Optimal Monetary Policy with Heterogeneous Agents: A Model Based on Time Consistency Problem

Authors

1 Department of Economics, Qazvin Branch, Islamic Azad University, Qazvin,Iran.

2 Department of Economics, Abarkouh Branch, Islamic Azad University, AbarKouh , Iran.

3 Department of Economics, Qazvin Branch, Islamic Azad University, Qazvin, Iran.

Abstract

Policy rules as one of the most acceptable methods in monetary policies is among the significant characteristics of researches about policy making. A policy rule states how the policy tools should react to changes in the economic situations. Understanding the tools and criteria of monetary policies such as changes in target inflation, changes in relative weights of prices stability and employment, and its effect on different sections of society including households and economic firms can help economic policy makers to increase the effectiveness of monetary policies.
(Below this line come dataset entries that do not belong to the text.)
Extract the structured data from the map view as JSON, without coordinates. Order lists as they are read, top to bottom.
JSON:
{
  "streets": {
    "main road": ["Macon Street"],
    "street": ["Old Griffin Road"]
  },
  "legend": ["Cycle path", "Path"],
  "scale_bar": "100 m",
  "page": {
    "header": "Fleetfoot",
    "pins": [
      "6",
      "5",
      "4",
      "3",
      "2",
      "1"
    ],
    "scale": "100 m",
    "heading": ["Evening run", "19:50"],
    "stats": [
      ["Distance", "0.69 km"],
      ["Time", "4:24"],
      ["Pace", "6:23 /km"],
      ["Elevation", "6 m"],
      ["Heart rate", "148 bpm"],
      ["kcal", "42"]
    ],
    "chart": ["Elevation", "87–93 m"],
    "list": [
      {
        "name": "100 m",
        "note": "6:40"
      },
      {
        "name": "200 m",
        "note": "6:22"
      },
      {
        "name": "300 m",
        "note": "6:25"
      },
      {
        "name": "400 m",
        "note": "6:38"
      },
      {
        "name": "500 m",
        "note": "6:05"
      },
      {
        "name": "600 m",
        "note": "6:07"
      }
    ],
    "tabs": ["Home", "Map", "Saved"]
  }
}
This paper studies the time consistency and structure of optimal monetary policy from the viewpoint of public sector finance with respect to heterogeneous behavior of economic agents in form of keeping liquidity and nominal assets in Iran. The study utilizes time series data on a quarterly basis from Q1 1989 to Q4 2017. A new Keynesian dynamic stochastic general equilibrium (DSGE) models have been developed for monetary policy analysis in open economies. Results shows that the redistribution effect of monetary policy leads to breakage of the link between time consistency and high inflation; a characteristic that belongs to optimal monetary and fiscal policies.